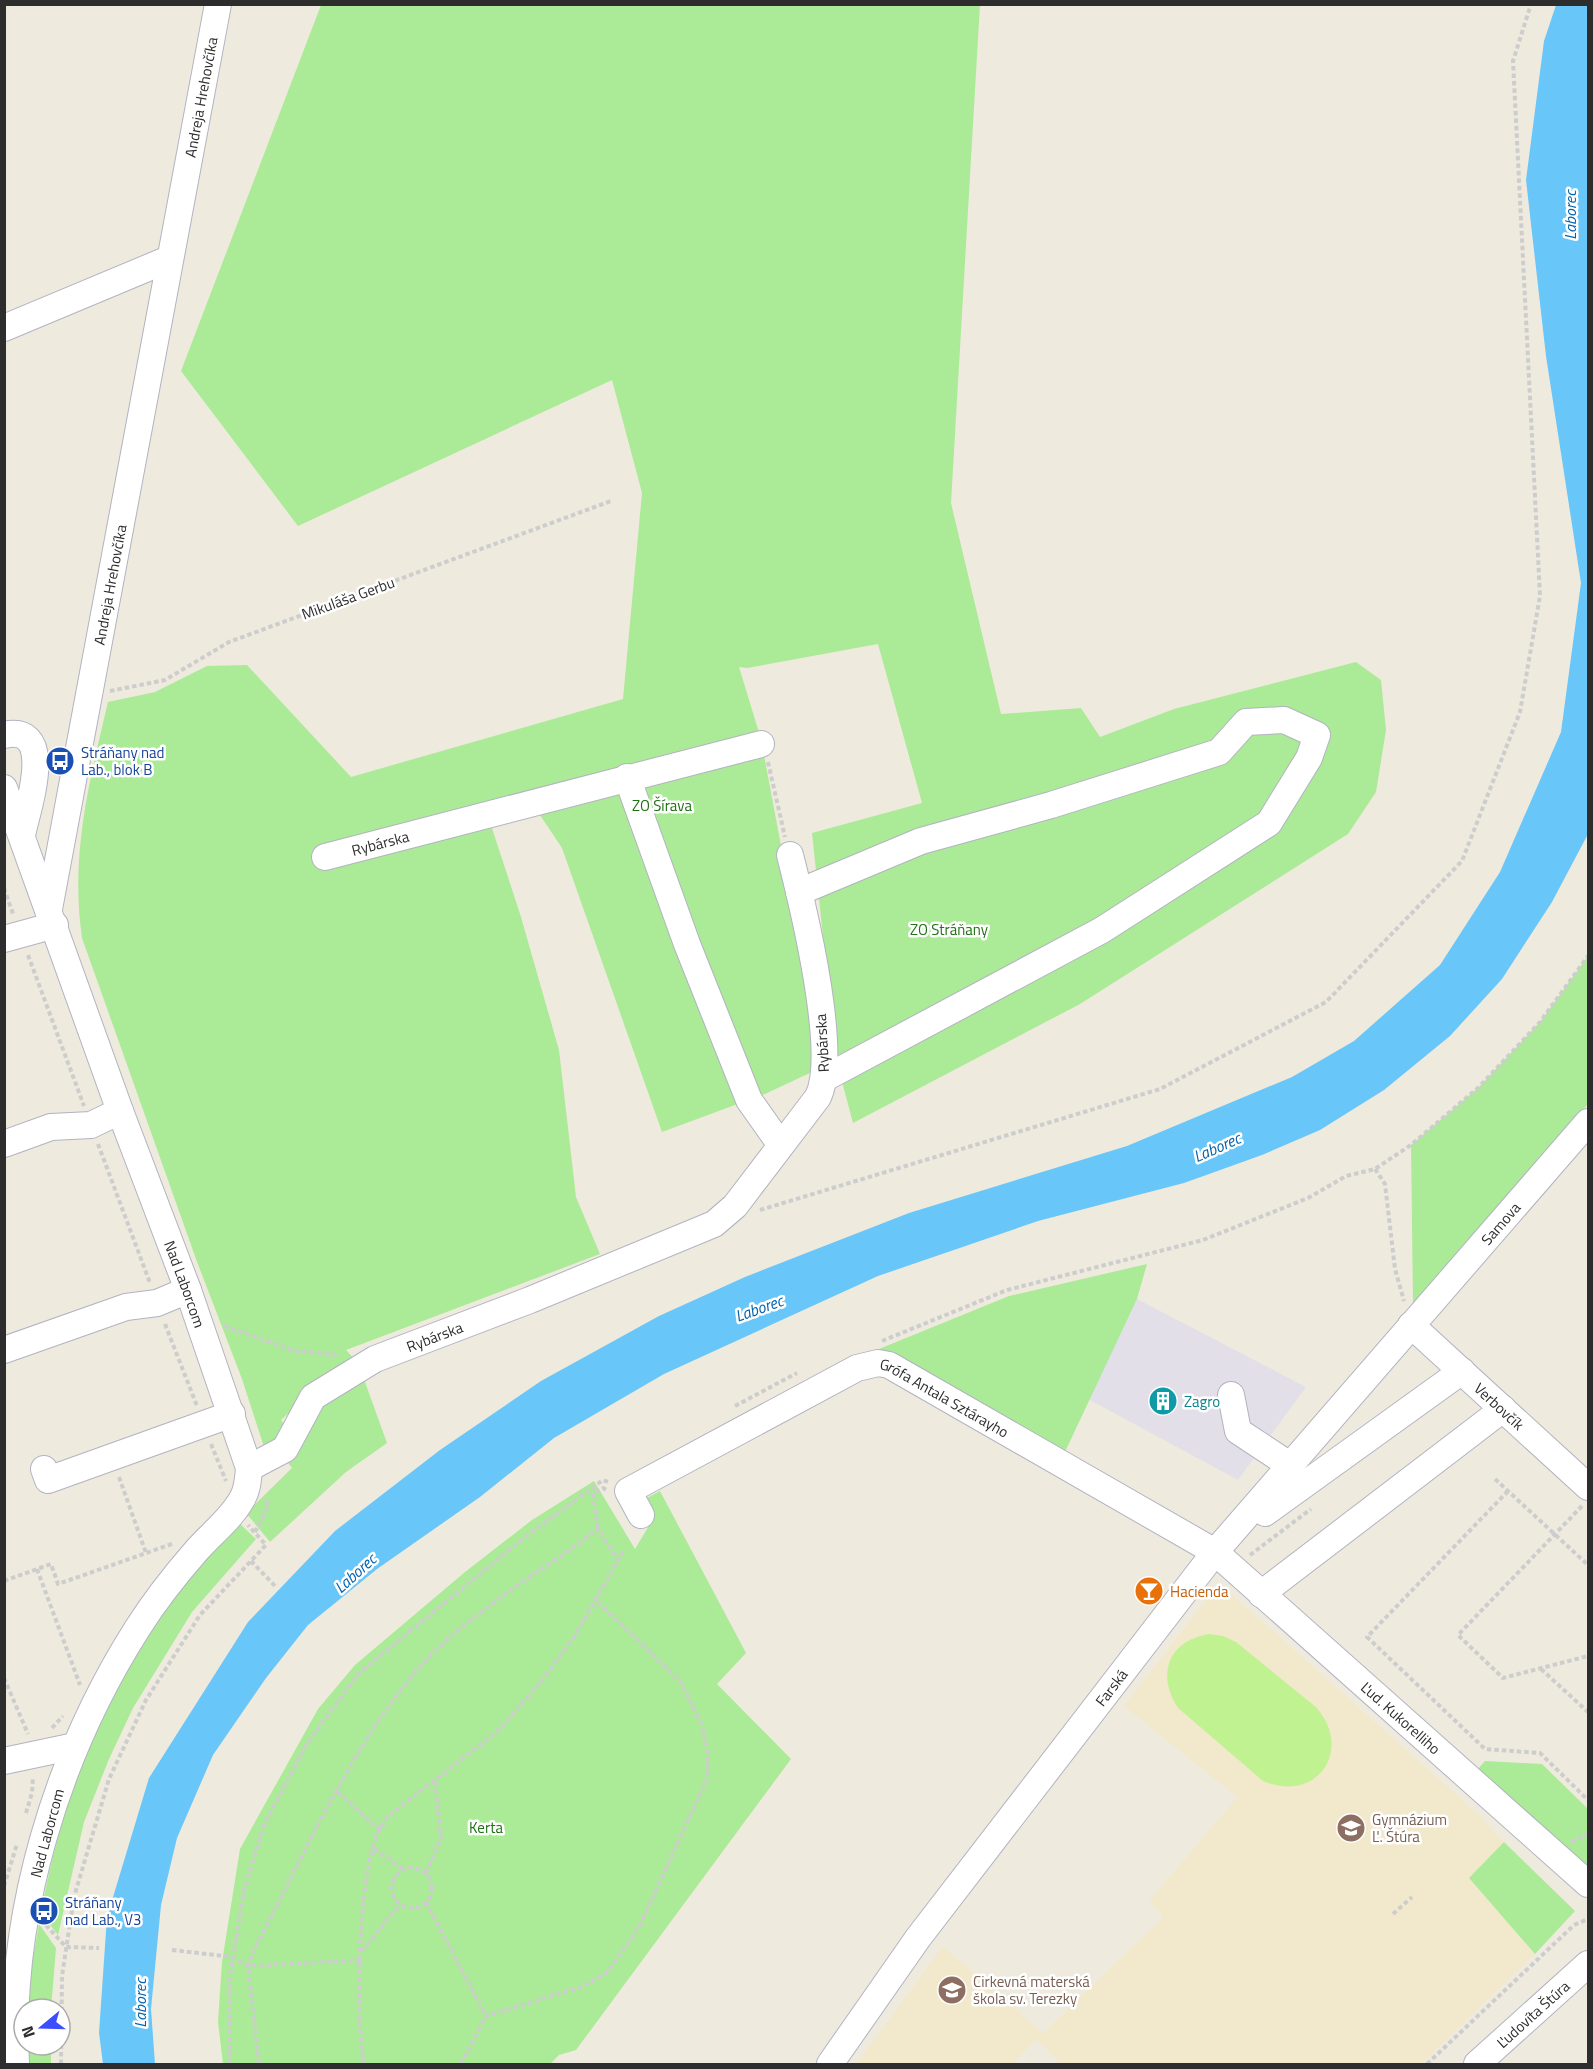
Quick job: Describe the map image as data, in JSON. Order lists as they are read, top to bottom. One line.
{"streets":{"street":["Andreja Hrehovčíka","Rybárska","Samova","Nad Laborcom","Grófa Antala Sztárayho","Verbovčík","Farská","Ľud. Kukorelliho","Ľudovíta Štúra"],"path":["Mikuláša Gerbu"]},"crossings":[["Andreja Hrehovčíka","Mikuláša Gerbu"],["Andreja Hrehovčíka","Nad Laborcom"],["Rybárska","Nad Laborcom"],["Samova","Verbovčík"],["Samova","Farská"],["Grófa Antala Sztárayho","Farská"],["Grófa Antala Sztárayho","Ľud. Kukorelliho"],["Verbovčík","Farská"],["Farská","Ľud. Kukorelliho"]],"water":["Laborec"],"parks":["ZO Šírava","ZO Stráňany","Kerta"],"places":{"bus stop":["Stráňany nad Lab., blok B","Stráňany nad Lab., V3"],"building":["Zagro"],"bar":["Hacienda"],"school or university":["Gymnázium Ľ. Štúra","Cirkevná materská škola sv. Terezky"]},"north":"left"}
==
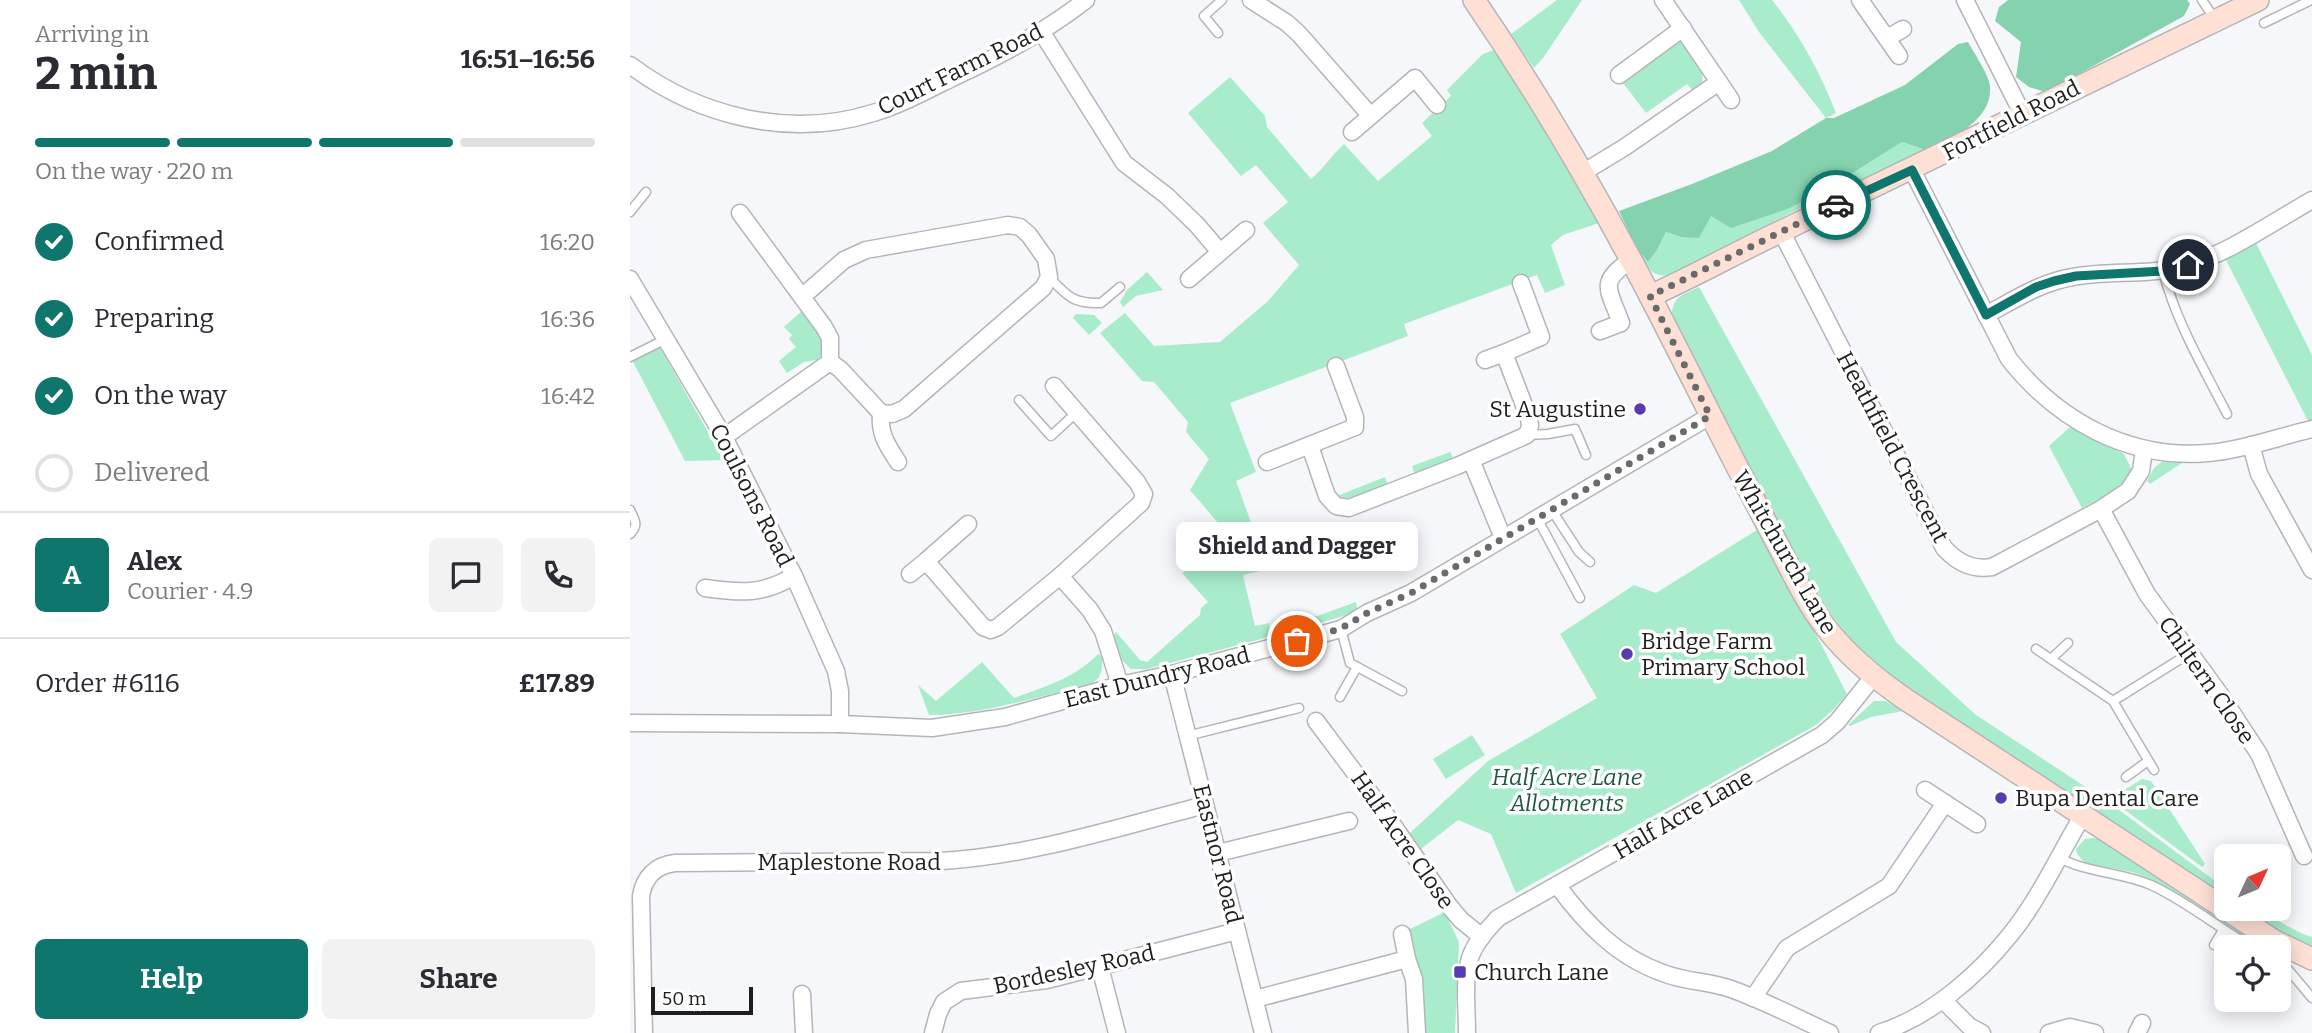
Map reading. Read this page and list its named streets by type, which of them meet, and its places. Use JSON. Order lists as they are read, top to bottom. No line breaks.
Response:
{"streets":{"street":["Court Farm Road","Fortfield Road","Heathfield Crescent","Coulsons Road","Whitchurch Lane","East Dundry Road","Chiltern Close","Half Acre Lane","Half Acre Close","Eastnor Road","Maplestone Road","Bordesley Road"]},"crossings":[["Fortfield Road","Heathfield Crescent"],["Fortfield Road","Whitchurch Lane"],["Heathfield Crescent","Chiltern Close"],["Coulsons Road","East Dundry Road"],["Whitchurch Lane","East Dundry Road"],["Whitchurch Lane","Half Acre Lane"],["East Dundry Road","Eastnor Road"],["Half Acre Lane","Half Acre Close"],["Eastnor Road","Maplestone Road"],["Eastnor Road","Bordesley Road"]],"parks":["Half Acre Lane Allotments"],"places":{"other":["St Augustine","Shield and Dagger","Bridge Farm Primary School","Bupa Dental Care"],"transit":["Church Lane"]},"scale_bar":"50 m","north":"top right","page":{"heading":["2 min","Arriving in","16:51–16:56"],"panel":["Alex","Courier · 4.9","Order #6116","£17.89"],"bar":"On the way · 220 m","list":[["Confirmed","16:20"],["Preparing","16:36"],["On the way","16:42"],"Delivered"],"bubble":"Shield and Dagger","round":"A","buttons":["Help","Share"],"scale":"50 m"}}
--
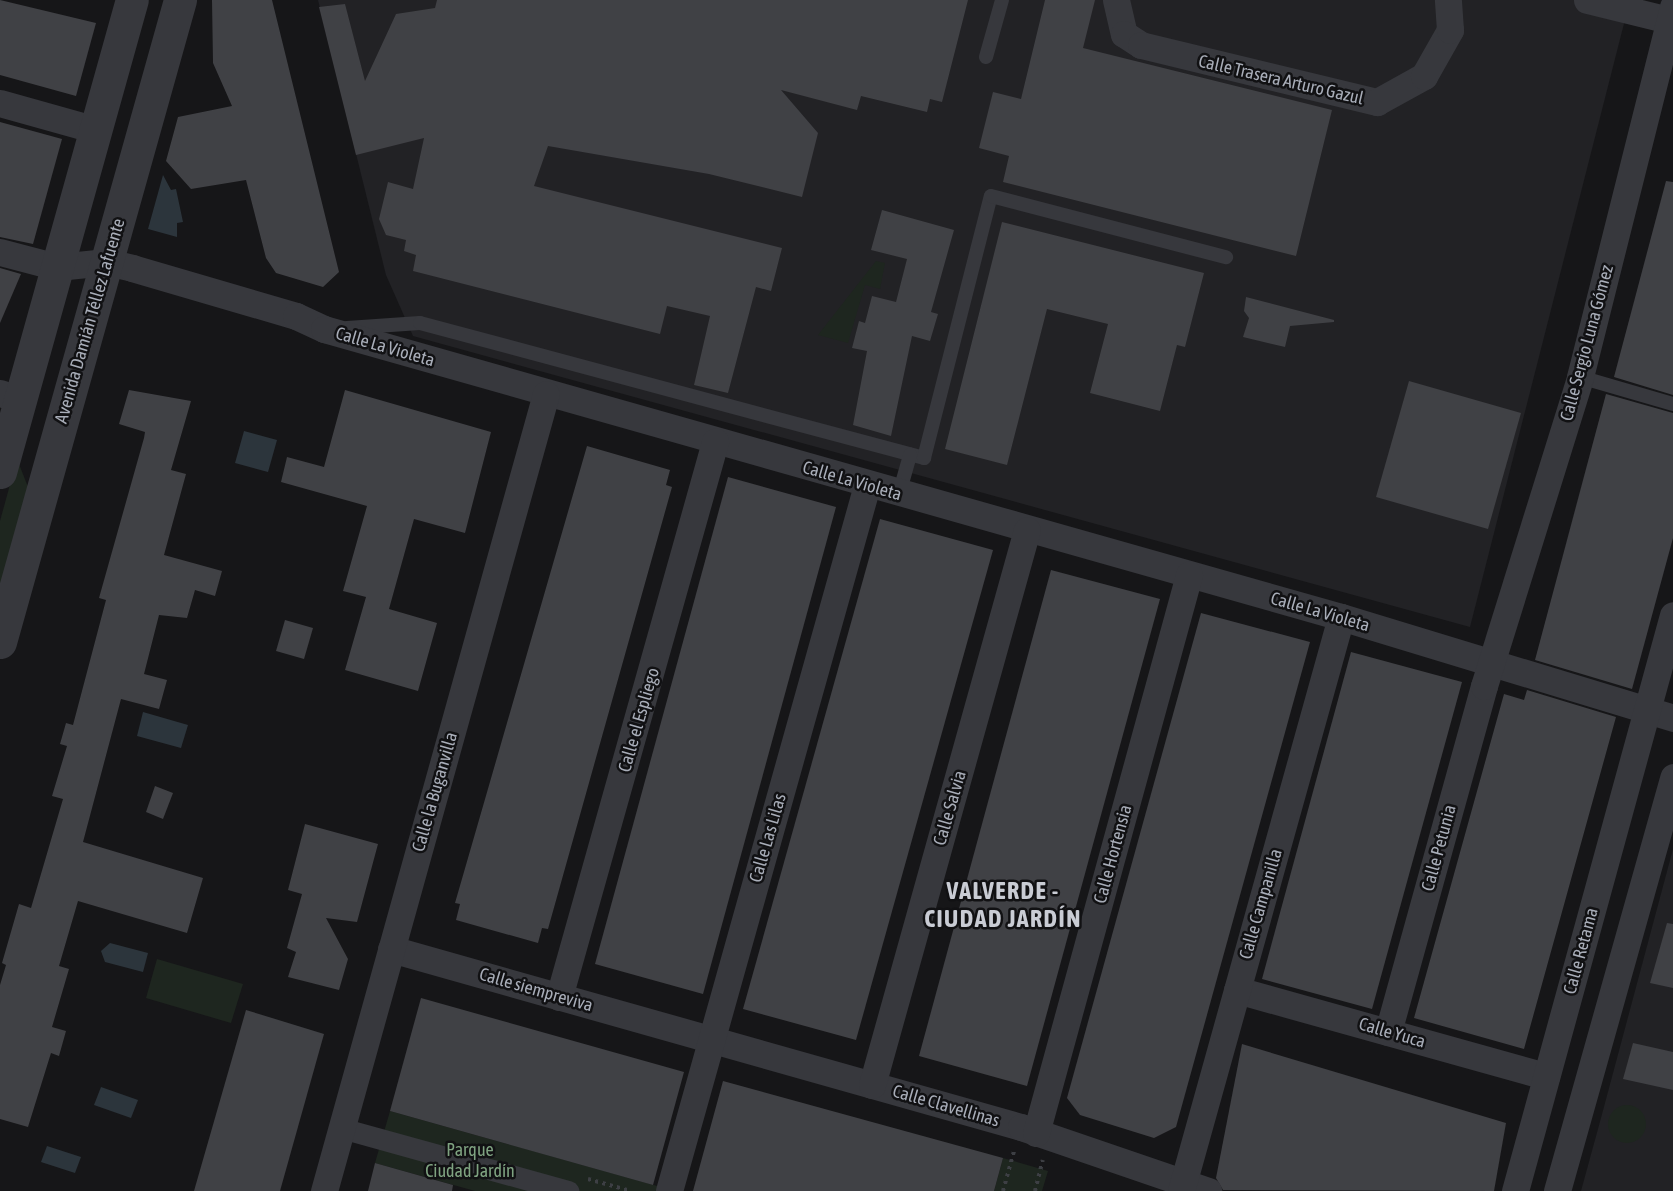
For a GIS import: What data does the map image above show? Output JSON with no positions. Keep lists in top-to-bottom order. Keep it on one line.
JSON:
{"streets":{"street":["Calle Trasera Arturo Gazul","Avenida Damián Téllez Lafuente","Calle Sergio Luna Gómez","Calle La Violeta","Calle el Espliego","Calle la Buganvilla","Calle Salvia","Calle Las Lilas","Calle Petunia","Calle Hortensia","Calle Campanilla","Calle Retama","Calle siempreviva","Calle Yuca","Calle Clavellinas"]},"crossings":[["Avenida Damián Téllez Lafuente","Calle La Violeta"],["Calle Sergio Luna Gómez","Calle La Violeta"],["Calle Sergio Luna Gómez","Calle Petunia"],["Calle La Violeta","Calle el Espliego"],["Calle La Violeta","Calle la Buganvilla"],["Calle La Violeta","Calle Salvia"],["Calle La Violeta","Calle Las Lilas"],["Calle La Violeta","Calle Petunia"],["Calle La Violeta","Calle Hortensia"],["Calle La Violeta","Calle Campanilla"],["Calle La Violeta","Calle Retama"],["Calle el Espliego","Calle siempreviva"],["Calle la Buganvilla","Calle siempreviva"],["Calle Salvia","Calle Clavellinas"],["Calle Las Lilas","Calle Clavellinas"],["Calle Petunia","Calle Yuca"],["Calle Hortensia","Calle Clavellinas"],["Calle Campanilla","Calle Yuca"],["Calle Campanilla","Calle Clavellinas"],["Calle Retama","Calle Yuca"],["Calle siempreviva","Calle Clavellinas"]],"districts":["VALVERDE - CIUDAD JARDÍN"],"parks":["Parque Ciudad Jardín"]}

**Work to complete**
What lines above contain "bottom"? Copy them out.

**Response area**
Quick job: Describe the map image as data, in JSON. Order lists as they are read, top to bottom. One line.
Map reading. Read this page and list its named streets by type, which of them meet, and its places. Use JSON. Order lists as they are read, top to bottom. No line breaks.
For a GIS import: What data does the map image above show? Output JSON with no positions. Keep lists in top-to-bottom order. Keep it on one line.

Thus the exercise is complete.